SISTEM KEPERCAYAAN dan KEDATANGAN DEUTRO DAN PROTO MELAYU KE INDONESIA
Selamat datang di blog aku.
Prasejarah. Sistem
kepercayaan masyarakat praaksara di Indonesia tidak terlepas dari kepercayaan
asli masyarakat Indonesia. Dalam kehidupan keagamaan di Indonesia, kepercayaan
asli merupakan bentuk kerohanian yang khas dimiliki oleh bangsa Indonesia. Oleh
karena itu, kepercayaan asli sering disebut dengan agama asli atau religi.
Kepercayaan
manusia tidak terbatas pada dirinya sendiri saja, akan tetapi pada benda-benda
dan tumbuh-tumbuhan yang berada di sekitarnya. Berdasarkan keyakinan tersebut,
manusia menyadari bahwa makhluk halus atau roh itu memiliki wujud nyata dan
sifat yang mendua, yaitu sifat yang membawa kebaikan dan sidat yang
mendatangkan keburukan.
Jika
diperhatikan, lukisan-lukisan yang terdapat di gua-gua tidak hanya mempunyai
nilai estetika, tetapi juga mengandung makna etika magis. Beberapa ahli
menyimpulkan bahwa cap-cap tangan dengan latar belakang cat merah memiliki arti
kekuatan atau perlindungan dari roh-roh jahat.
Seperti
terdapat pada beberapa lukisan di Papua mempunyai kaitan dengan upacara
penghormatan nenek moyang, meminta hujan dan kesuburan, serta memperingati
suatu peristiwa yang sangat penting. Adanya keyakinan-keyakinan itulah yang
kemudian mendorong berkembang beberapa kepercayaan di Indonesia, diantaranya animisme,
dinamisme dan totemisme.
Animisme
merupakan
kepercayaan terhadap roh-roh nenek moyang. Awal munculnya kepercayaan animisme
ini didasari oleh berbagai pengalaman dari masyarakat yang bersangkutan.

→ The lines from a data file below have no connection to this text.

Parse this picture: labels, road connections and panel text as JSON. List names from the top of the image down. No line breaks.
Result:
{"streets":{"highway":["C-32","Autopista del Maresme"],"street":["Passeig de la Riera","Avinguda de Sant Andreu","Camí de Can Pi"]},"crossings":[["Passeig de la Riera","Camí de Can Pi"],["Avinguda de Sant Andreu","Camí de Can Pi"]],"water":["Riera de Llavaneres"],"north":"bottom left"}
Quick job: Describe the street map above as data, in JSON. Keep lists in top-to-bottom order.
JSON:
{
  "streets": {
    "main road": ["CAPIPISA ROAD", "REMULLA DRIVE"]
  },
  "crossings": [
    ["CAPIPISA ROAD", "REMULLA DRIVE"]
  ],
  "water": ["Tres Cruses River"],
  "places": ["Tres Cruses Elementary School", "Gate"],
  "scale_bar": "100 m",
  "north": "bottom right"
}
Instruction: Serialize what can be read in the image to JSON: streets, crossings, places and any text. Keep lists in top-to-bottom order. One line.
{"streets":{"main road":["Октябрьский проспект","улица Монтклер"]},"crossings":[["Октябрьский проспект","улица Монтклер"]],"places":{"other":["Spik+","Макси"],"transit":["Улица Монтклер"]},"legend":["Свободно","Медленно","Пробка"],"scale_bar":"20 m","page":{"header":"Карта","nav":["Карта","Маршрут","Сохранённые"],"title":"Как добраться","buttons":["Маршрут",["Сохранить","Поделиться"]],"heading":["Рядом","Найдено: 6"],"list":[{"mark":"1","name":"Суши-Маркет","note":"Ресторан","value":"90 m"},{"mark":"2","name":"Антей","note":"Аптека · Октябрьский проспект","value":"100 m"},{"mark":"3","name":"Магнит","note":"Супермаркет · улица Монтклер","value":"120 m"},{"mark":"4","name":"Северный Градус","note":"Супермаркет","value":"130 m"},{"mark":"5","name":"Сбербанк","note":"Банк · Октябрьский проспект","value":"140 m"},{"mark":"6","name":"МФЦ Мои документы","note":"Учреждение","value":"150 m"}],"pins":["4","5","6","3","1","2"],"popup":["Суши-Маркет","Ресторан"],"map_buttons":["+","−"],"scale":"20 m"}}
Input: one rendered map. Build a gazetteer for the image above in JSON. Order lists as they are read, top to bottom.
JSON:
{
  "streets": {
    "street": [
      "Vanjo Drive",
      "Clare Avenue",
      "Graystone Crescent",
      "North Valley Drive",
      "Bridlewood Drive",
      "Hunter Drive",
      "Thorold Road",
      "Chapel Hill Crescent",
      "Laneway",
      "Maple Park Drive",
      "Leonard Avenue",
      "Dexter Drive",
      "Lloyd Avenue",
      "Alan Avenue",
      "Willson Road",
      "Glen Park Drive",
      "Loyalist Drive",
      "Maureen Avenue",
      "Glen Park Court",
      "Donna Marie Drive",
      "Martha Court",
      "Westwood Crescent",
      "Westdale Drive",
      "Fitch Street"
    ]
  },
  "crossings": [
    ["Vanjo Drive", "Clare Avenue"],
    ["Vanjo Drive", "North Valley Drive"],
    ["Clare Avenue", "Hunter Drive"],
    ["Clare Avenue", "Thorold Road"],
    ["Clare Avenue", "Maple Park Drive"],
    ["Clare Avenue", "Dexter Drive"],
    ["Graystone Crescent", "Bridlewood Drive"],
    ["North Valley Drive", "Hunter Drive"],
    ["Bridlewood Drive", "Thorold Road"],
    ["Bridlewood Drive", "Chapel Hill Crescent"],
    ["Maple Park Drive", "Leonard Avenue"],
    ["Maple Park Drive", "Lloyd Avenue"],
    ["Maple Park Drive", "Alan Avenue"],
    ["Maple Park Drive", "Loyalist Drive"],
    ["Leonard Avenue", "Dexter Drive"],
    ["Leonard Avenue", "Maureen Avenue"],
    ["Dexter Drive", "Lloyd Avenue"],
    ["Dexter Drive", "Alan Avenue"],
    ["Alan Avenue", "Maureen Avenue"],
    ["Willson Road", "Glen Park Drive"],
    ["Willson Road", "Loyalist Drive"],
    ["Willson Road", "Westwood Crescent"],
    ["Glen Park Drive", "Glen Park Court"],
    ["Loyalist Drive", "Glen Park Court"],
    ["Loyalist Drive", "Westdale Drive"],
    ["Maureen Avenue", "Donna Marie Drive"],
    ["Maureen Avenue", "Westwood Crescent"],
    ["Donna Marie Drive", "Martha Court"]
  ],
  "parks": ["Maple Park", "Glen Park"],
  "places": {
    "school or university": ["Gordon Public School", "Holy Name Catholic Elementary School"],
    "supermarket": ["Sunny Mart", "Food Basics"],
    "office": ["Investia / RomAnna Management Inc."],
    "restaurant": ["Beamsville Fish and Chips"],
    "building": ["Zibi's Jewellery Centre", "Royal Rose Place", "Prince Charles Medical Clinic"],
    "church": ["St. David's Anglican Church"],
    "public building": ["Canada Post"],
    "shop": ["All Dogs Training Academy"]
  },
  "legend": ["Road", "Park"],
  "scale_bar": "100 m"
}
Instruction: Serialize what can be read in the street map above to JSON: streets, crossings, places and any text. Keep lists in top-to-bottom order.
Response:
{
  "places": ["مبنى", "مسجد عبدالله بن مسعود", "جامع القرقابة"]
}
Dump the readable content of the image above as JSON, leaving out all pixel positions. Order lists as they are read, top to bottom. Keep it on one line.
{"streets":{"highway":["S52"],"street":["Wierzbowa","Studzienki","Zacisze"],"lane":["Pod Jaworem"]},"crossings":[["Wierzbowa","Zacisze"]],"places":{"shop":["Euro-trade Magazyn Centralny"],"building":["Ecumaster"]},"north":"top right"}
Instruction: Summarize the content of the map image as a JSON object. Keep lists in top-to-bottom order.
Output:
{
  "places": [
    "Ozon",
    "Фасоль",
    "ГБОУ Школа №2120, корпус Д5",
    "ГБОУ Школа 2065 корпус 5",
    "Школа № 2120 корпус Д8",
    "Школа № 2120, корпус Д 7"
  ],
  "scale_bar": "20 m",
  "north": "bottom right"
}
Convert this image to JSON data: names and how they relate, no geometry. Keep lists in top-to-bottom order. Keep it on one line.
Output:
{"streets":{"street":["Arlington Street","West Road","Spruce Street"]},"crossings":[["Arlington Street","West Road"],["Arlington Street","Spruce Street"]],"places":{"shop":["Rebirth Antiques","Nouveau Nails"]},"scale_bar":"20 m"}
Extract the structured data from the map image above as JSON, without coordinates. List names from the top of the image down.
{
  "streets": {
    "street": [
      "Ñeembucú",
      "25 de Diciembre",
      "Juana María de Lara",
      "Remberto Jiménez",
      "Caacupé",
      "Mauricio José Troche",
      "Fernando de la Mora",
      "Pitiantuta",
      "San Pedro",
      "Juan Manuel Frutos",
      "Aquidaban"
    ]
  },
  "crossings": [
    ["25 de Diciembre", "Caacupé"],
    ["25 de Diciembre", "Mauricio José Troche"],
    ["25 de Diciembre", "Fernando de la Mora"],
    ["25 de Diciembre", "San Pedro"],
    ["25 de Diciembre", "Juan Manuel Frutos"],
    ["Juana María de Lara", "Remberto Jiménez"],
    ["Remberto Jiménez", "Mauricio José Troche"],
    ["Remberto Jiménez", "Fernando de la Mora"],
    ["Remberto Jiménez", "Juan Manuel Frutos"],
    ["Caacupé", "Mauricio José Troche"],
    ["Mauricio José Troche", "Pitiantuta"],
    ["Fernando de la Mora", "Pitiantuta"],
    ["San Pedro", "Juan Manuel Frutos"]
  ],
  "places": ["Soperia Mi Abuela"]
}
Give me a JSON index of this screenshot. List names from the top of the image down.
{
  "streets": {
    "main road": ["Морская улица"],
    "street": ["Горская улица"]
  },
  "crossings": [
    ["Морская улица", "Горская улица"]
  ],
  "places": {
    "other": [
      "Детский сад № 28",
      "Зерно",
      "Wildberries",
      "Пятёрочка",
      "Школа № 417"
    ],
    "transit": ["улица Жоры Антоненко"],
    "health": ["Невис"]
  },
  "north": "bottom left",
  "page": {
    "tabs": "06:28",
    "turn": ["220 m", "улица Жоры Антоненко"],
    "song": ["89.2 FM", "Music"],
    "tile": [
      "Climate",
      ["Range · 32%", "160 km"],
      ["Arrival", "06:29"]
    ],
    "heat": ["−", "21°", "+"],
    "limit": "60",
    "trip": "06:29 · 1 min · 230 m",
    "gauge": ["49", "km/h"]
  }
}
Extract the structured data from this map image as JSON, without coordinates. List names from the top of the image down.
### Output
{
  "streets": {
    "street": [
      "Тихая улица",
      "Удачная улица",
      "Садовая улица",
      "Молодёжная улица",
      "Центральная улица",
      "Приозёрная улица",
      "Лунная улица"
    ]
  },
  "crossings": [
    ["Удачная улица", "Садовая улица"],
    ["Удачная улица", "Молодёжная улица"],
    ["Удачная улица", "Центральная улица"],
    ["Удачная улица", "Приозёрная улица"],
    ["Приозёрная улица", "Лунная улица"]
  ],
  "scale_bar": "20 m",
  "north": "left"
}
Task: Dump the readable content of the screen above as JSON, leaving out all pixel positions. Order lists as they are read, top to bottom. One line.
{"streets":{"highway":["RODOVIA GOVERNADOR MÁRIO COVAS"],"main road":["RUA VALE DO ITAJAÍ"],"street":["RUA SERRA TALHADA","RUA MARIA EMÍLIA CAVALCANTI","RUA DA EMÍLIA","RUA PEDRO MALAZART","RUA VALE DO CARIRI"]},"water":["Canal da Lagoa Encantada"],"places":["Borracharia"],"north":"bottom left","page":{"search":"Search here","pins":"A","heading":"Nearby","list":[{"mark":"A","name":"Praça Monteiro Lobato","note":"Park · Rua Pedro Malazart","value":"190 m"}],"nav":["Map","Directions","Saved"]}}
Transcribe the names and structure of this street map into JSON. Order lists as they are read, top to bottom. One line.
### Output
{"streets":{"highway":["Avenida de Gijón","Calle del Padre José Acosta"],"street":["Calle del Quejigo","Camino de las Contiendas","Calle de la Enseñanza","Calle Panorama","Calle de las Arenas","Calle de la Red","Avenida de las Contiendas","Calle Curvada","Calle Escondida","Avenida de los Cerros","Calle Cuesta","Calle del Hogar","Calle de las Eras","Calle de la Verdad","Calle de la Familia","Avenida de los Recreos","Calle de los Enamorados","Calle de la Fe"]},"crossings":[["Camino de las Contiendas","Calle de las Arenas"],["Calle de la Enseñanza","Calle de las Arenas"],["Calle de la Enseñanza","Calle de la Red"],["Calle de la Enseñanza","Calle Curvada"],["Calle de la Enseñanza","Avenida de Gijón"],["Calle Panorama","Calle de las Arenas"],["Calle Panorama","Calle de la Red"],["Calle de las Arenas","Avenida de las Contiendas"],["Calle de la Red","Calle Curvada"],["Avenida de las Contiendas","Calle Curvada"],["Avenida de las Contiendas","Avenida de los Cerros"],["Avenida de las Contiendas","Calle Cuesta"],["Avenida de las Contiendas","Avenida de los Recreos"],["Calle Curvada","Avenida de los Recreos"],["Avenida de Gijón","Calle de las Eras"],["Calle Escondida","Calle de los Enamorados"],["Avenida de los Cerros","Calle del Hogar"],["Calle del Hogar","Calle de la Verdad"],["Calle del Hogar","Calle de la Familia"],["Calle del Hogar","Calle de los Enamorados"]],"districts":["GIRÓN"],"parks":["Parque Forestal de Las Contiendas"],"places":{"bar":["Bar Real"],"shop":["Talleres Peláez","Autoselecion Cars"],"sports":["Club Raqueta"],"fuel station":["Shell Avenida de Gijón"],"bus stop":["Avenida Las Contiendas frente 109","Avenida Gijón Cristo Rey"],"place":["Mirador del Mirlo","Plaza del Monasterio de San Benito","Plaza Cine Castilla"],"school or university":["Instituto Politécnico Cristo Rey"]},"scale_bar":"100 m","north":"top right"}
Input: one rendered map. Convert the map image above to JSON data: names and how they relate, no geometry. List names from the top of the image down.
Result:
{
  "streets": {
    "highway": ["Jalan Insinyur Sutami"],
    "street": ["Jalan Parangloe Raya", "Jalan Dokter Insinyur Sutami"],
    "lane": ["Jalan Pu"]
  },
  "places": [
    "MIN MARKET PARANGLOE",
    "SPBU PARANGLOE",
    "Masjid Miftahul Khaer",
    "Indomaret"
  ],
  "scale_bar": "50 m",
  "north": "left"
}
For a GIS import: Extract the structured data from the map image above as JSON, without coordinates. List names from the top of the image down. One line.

Misalnya pada daerah di sekitar tempat tinggal terdapat sebuah batu besar.
Masyarakat
yang melewati batu besar tersebut mendengar keganjilan seperti suara minta
tolong, memanggil namanya, dan lain-lain. Namun begitu dilihat mereka tidak
menemukan adanya orang atau apapun. Peristiwa tersebut kemudian terus
berkembang hingga masyarakat menjadi peracaya bahwa batu yang dimaksud
mempunyai roh atau jiwa.
Dinamisme
adalah suatu kepercayaan dengan keyakinan bahwa semua benda mempunyai kekuatan
gaib, misalnya gunung, batu, dan api. Bahkan benda-benda buatan manusia seperti
patung, tombak, jimat dan lain sebagainya.
Totemisme
merupakan keyakinan bahwa binatang tertentu merupakan nenek moyang suatu
masyarakat atau orang tertentu. Binatang yang dianggap nenek moyang antara
masyarakat yang satu dengan lainnya berbeda-beda. Biasanya binatang nenek
moyang tersebut disucikan, tidak boleh diburu dan dimakan, kecuali untuk
upacara tertentu.
Kepercayaan
animisme dan dinamisme menjadi kepercayaan asli bangsa Indonesia sebelum agama
Hindu dan Budha masuk ke Indonesia. Dalam kehidupan keagamaan di Indonesia,
kedua kepercayaan itu sudah berakar kuat. Salah satu aspek yang dapat dikaitkan
dengan kedua kepercayaan tersebut adalah berupa peninggalan-peninggalan zaman
megalitikum.
Menhir
atau arca, merupakan lambang dan tahta persemayaman roh leluhur. Kedua jenis
peninggalan itu digunakan sebagai sarana pemujaan terhadap roh nenek moyang.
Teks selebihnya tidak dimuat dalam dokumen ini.